## ACTIVITY
Every line from the one with "Input: one rendered map. Give" through the end of the material should be written out character for character. Lines before it are excluded.

=-=-=-=-=

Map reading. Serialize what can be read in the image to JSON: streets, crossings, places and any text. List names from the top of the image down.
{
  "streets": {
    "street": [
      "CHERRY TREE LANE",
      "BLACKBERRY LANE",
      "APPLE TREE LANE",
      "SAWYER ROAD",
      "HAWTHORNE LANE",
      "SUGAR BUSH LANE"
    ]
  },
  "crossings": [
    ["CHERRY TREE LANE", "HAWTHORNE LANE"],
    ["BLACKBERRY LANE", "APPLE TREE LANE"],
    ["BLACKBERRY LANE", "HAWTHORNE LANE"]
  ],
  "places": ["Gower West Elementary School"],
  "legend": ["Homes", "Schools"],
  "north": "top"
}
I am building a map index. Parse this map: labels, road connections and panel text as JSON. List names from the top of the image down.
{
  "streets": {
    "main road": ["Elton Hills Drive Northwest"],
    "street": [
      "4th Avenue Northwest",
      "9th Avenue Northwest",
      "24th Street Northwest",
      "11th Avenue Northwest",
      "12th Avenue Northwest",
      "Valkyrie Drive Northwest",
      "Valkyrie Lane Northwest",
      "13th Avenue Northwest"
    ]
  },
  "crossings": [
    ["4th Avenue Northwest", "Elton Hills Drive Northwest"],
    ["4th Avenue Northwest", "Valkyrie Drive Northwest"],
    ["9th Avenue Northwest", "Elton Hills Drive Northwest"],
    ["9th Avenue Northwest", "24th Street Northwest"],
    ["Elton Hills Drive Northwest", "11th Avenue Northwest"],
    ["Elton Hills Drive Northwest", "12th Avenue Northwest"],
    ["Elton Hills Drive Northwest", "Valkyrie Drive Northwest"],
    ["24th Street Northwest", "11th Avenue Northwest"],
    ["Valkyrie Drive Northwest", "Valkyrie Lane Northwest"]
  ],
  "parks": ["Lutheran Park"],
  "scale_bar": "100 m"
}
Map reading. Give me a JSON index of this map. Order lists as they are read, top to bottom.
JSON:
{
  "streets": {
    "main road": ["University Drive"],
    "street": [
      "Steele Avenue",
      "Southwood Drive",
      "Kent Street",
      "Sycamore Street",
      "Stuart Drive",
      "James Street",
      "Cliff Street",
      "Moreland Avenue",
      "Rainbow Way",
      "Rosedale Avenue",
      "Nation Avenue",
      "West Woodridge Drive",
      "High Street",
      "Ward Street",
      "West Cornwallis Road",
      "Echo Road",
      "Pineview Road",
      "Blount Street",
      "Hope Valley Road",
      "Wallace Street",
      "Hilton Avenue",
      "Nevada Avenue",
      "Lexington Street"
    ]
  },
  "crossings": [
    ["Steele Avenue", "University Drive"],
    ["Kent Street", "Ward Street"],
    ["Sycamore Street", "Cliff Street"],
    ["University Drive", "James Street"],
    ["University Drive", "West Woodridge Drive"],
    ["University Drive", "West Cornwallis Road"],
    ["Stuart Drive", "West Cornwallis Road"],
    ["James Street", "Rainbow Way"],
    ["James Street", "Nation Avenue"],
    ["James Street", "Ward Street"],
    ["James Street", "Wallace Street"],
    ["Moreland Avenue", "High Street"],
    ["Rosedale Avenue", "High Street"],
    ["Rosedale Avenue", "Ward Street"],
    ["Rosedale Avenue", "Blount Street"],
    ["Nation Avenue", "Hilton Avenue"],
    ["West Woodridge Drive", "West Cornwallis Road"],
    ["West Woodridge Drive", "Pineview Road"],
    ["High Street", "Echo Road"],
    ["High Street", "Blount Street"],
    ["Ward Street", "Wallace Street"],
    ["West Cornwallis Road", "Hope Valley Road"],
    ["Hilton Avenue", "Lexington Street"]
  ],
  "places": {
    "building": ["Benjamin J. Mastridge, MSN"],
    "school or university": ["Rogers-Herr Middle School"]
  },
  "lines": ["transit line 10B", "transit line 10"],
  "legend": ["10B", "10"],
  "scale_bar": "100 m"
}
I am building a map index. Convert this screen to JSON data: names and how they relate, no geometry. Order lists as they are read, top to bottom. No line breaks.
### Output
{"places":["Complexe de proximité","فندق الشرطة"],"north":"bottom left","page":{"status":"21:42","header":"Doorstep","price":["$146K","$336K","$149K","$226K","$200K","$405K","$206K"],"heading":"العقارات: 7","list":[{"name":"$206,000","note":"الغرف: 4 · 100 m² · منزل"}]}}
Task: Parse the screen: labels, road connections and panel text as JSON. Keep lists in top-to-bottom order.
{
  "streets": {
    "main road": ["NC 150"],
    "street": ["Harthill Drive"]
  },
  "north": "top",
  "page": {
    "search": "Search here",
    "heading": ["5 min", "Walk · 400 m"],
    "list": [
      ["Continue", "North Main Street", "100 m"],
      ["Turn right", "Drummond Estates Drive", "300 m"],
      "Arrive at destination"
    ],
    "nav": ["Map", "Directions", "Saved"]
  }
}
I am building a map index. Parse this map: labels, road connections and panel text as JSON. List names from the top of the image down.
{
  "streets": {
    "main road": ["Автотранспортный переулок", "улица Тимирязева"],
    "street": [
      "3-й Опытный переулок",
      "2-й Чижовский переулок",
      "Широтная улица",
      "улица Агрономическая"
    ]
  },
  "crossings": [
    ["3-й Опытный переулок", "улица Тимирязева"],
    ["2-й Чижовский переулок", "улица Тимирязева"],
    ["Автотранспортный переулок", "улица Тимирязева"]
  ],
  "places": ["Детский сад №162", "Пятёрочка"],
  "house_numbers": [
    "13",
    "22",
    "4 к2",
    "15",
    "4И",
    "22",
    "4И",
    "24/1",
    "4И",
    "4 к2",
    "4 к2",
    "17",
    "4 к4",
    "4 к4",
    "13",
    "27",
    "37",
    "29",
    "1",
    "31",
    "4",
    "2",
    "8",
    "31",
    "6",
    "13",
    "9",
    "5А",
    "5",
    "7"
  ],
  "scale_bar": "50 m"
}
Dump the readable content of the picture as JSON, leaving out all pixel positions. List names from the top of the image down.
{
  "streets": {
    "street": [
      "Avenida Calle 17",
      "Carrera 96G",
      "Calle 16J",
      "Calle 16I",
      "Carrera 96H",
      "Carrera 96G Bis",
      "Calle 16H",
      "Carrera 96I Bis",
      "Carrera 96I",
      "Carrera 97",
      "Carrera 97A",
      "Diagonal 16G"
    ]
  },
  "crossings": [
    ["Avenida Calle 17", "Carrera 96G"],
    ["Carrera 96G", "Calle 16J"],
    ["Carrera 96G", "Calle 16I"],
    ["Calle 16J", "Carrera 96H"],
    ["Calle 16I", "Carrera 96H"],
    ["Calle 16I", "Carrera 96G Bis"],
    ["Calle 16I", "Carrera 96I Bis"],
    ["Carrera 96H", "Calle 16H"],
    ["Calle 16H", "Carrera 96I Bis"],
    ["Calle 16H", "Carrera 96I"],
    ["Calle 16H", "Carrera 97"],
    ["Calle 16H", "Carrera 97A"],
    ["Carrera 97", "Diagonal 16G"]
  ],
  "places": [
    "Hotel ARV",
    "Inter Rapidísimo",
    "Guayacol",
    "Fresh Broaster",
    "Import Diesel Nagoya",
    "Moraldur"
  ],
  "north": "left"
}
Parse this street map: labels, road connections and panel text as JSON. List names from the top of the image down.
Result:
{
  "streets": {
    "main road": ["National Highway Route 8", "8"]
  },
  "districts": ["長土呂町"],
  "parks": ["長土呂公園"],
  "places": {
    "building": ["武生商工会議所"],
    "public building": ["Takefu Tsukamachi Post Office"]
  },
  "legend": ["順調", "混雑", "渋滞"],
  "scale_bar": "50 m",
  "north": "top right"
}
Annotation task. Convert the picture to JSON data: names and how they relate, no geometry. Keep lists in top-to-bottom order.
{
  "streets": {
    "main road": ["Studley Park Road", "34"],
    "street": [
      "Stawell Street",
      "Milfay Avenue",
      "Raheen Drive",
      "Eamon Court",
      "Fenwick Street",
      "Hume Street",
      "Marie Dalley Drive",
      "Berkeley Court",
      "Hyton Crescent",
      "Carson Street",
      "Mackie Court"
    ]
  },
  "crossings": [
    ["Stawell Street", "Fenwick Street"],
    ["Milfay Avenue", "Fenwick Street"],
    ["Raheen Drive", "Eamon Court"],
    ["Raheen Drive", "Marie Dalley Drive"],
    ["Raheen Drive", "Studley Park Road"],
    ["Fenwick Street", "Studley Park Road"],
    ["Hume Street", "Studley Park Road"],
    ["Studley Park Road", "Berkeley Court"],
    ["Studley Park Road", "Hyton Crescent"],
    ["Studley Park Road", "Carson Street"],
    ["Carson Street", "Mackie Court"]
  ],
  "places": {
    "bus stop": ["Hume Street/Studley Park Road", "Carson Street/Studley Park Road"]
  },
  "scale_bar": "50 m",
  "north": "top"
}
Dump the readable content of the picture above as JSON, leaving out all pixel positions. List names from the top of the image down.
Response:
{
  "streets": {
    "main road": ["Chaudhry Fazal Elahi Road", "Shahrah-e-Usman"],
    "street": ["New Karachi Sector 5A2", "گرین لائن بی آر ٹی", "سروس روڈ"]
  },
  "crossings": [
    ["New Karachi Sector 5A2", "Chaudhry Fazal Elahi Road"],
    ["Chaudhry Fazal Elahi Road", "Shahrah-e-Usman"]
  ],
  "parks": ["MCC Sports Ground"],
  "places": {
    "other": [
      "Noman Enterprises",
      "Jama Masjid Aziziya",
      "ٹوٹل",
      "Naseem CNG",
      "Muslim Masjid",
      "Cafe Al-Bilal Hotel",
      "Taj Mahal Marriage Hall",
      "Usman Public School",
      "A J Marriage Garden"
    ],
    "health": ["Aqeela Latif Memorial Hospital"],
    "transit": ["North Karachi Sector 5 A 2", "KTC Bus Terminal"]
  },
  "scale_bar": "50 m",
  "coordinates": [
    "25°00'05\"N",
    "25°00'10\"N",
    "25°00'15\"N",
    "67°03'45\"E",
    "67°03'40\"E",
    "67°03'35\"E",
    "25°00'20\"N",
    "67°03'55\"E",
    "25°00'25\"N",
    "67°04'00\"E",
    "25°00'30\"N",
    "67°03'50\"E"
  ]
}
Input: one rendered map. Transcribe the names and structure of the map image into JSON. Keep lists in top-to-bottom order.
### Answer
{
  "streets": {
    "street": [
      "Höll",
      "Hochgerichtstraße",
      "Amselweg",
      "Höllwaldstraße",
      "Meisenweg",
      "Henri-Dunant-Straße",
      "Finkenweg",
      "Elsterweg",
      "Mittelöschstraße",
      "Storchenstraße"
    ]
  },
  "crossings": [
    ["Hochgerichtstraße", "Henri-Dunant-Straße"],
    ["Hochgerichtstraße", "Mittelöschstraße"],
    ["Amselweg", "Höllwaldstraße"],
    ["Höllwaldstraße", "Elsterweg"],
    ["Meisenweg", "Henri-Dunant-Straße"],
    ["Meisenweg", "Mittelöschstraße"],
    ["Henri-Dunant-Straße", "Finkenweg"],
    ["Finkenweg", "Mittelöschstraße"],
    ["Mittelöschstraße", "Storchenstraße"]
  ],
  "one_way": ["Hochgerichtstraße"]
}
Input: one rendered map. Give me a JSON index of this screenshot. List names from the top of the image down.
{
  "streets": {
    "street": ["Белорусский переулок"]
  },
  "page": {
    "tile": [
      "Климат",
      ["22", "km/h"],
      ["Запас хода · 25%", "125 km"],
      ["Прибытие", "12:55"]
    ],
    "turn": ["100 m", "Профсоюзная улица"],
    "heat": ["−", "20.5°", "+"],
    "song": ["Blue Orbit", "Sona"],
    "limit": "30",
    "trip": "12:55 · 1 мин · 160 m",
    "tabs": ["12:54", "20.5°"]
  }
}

=-=-=-=-=

## RESULT OF THE EXERCISE
Input: one rendered map. Give me a JSON index of this screenshot. List names from the top of the image down.
{
  "streets": {
    "street": ["Белорусский переулок"]
  },
  "page": {
    "tile": [
      "Климат",
      ["22", "km/h"],
      ["Запас хода · 25%", "125 km"],
      ["Прибытие", "12:55"]
    ],
    "turn": ["100 m", "Профсоюзная улица"],
    "heat": ["−", "20.5°", "+"],
    "song": ["Blue Orbit", "Sona"],
    "limit": "30",
    "trip": "12:55 · 1 мин · 160 m",
    "tabs": ["12:54", "20.5°"]
  }
}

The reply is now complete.